Keep in mind any of dishonest things the regional wine associations worry about happening upon the issuance of the .Wine and .Vin domains could just as easily happen with the .Art, .Blog, .Auto or any other domain. The potential for dishonesty in the realm of the online wine world does not begin and end with the .Wine and .Vin domains.

In the end the problem is that no one can trademark “Napa Valley” or “Walla Walla” or “Willamette Valley”. Were this possible, then the trademark holder would have the right to protest the issuance of a NapaValleywine.Wine URL. As mentioned before, no one owns the history, the legacy, the reputation or the name of a wine region.


8 Responses

  1. Ben - July 8, 2014

    Amen, Tom. Great post. The “marketplace” will sort out the legit from the impostor. No need to begin down the slippery slope. A wine region’s reputation has little to do with a domain and everything to do with the media, public perception and the history which already exists there. Quality moves the needle. Perceived quality builds and solidifies a reputation.

  2. Ziggy - July 8, 2014

    Tom, I totally agree with your assessment.
    It’s “User Beware” whether it’s .Wine or .Garbage.

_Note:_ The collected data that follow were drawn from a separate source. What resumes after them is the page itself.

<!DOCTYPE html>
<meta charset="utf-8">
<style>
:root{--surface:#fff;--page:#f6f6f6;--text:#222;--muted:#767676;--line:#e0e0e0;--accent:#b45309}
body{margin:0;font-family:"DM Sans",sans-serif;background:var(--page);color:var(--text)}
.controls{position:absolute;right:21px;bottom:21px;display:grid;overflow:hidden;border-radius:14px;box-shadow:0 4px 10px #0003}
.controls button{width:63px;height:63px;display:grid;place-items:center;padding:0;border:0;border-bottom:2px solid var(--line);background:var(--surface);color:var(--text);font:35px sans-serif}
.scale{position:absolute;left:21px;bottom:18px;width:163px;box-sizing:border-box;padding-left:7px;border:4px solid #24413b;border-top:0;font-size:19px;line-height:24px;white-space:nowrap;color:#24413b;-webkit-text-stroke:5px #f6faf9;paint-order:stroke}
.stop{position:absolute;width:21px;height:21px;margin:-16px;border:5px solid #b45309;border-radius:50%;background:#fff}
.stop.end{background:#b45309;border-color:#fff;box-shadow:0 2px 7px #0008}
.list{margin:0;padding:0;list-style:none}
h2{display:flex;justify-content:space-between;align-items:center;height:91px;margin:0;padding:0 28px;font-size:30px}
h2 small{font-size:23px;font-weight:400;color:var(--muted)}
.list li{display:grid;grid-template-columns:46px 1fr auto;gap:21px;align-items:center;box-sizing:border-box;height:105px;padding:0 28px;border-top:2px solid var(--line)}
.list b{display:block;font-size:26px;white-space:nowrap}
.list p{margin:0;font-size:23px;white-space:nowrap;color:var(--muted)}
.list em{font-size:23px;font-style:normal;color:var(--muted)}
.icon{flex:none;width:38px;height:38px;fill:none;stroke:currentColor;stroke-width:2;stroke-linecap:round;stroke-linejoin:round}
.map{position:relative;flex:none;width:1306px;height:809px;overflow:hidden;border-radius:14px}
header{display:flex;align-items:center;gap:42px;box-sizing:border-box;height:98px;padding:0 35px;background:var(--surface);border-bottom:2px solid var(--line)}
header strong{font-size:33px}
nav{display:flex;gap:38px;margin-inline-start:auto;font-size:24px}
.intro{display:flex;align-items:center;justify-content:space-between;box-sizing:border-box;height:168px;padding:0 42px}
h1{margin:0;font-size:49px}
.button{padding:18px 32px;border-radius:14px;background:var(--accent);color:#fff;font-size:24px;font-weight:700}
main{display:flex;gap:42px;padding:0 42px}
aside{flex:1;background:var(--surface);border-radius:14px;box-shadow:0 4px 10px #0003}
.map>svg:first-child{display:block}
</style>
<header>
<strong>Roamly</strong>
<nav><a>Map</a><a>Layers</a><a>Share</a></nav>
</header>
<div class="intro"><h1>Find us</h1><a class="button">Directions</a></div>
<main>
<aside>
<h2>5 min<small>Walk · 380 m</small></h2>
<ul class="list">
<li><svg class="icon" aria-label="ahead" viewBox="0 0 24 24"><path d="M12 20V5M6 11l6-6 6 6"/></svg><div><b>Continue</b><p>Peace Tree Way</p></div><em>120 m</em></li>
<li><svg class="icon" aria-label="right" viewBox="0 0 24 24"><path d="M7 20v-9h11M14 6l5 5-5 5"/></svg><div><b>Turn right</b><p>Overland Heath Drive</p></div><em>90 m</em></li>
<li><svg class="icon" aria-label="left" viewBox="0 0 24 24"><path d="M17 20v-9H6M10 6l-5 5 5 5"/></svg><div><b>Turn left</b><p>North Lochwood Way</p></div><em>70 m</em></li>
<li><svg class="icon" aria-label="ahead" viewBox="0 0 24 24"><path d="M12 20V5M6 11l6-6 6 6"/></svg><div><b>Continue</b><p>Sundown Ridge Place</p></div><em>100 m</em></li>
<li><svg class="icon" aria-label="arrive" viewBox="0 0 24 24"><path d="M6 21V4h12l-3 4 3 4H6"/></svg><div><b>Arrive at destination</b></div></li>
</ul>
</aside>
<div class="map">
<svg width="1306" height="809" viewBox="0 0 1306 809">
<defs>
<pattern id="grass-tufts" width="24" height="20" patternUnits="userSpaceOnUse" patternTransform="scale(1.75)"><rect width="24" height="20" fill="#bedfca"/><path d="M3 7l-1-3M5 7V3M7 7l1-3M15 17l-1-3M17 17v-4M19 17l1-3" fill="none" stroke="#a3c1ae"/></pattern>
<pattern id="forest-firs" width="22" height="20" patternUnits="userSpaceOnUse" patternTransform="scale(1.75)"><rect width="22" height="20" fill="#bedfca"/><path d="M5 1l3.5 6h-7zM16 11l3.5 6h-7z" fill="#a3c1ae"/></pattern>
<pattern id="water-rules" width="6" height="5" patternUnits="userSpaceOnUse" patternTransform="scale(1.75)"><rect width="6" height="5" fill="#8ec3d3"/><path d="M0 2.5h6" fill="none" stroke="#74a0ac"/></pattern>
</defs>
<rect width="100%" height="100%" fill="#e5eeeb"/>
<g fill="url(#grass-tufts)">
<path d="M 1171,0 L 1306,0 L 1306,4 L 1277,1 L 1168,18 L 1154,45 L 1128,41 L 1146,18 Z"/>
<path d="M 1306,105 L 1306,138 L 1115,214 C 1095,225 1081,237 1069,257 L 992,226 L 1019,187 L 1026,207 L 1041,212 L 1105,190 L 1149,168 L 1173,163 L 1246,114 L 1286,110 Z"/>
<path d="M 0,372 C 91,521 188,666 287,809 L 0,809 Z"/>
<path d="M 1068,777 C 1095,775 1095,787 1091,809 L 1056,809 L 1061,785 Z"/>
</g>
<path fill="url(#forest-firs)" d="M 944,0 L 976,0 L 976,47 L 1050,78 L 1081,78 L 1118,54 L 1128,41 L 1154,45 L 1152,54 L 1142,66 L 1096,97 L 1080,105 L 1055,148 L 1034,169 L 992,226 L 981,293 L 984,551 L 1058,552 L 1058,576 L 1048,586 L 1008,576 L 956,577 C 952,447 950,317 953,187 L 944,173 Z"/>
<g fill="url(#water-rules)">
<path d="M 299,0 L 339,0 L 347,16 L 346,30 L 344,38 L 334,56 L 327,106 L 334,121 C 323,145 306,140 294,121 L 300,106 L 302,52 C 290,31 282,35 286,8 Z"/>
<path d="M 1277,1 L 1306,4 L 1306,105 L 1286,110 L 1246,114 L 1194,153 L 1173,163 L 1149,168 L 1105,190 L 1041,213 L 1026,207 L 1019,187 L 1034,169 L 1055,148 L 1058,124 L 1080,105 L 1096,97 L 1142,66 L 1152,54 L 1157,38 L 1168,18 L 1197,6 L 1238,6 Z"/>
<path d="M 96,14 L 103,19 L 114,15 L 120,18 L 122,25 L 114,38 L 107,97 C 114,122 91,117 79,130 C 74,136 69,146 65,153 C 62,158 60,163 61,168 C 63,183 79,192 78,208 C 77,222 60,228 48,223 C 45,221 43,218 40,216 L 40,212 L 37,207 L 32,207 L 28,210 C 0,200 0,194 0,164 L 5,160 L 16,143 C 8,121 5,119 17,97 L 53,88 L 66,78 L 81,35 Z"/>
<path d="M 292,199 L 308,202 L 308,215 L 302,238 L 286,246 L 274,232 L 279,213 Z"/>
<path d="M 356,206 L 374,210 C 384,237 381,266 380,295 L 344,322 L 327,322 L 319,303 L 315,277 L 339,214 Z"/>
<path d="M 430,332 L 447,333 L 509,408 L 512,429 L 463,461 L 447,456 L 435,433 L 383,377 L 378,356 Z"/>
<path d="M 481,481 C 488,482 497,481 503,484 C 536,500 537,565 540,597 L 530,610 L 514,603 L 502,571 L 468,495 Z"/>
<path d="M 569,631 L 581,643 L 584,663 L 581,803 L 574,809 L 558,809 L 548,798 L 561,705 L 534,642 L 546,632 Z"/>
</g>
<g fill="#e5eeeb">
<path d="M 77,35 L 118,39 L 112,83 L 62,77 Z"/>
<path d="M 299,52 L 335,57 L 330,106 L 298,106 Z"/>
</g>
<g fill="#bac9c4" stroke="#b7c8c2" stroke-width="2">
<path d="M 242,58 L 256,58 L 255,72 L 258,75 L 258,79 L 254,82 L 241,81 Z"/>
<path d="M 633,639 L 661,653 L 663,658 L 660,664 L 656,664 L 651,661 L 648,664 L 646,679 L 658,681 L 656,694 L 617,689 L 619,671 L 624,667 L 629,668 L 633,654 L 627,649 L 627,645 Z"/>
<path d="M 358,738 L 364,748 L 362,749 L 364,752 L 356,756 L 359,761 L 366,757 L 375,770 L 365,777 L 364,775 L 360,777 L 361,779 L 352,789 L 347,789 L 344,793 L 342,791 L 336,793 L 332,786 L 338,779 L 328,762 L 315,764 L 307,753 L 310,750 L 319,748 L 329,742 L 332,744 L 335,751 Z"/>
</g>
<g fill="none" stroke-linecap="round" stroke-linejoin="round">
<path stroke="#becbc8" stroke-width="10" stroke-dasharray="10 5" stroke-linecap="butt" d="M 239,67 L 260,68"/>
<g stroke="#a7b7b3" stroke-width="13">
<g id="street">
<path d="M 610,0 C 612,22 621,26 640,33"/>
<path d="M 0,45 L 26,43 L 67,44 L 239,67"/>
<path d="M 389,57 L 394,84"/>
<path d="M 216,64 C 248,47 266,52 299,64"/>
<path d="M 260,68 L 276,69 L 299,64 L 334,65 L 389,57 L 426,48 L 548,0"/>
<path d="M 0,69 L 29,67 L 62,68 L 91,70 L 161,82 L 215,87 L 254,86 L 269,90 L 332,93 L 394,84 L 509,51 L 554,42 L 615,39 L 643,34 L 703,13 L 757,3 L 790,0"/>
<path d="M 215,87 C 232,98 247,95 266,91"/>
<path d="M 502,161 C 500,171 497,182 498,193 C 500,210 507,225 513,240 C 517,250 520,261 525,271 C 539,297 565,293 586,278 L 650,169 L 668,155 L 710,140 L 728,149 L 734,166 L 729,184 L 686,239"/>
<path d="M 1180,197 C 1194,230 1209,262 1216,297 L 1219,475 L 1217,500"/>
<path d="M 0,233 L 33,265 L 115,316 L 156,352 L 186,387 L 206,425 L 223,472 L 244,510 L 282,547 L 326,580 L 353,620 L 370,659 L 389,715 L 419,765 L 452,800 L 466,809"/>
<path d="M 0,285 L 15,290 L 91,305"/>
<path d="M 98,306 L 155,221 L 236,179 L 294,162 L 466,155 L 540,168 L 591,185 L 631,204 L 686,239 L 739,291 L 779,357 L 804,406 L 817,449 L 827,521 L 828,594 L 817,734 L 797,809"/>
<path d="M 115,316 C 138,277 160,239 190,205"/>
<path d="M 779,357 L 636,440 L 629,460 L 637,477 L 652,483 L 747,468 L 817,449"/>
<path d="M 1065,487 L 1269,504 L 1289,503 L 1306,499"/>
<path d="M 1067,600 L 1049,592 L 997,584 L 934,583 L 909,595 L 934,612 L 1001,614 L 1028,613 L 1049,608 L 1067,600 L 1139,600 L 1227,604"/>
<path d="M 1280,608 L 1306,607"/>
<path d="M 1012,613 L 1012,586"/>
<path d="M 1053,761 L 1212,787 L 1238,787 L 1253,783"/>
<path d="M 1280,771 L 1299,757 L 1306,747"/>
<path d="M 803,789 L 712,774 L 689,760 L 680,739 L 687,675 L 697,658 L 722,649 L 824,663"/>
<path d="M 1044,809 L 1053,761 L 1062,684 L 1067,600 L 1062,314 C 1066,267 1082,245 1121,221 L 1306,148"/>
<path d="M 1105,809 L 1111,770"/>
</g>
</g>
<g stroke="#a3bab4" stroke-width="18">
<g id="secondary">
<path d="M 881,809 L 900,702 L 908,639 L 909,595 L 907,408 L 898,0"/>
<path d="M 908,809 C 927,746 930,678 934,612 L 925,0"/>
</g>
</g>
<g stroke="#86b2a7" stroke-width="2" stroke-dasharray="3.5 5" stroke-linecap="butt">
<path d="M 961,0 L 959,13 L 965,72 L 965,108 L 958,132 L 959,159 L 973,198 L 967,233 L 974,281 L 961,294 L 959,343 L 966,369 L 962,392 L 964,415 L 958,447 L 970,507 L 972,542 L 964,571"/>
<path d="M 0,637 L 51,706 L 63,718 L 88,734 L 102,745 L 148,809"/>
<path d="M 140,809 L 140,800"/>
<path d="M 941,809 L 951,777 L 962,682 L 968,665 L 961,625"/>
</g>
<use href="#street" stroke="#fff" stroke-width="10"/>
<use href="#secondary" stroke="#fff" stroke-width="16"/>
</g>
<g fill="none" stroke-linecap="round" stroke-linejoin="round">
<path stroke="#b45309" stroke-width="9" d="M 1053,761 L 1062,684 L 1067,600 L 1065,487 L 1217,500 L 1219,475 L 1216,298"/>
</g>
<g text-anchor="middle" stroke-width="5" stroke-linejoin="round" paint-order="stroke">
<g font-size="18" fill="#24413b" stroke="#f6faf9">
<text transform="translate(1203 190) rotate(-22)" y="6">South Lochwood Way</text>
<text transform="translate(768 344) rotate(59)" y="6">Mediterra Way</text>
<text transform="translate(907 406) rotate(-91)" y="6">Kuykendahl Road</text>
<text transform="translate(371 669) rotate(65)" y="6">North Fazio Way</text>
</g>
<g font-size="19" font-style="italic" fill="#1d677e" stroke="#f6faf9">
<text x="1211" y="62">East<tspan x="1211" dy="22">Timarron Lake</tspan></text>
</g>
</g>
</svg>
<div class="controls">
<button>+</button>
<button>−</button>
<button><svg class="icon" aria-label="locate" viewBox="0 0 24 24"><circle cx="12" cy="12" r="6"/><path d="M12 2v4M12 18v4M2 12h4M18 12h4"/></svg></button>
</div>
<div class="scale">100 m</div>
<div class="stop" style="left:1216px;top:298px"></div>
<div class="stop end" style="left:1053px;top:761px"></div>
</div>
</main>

  3. El Jefe - July 8, 2014

    Agreed. And probably the most spirited bidding will not even be wine related: s.wine and t.wine. Should be fun.

  4. Christopher Donatiello - July 8, 2014

    Never underestimate the public’s lack if knowledge. I was at Pebble Beach F&W representing the Russian River Valley. Even with a fairly wine savvy crowed I had 2 consumers come up to try the “wine from Russia”

  5. Wine Roland - July 21, 2014

    I wrote a like-this post in my blog; I’ve made a fast search for franciacorta.it or barolo.it and similar. Well, unfortunately none of this exist, not even franciacorta.com or barolo.com, or they are sites not linkable to the original name. Napavalley.com is a good site, but NapavalleyWine.com don’t exists (it’s free for sale).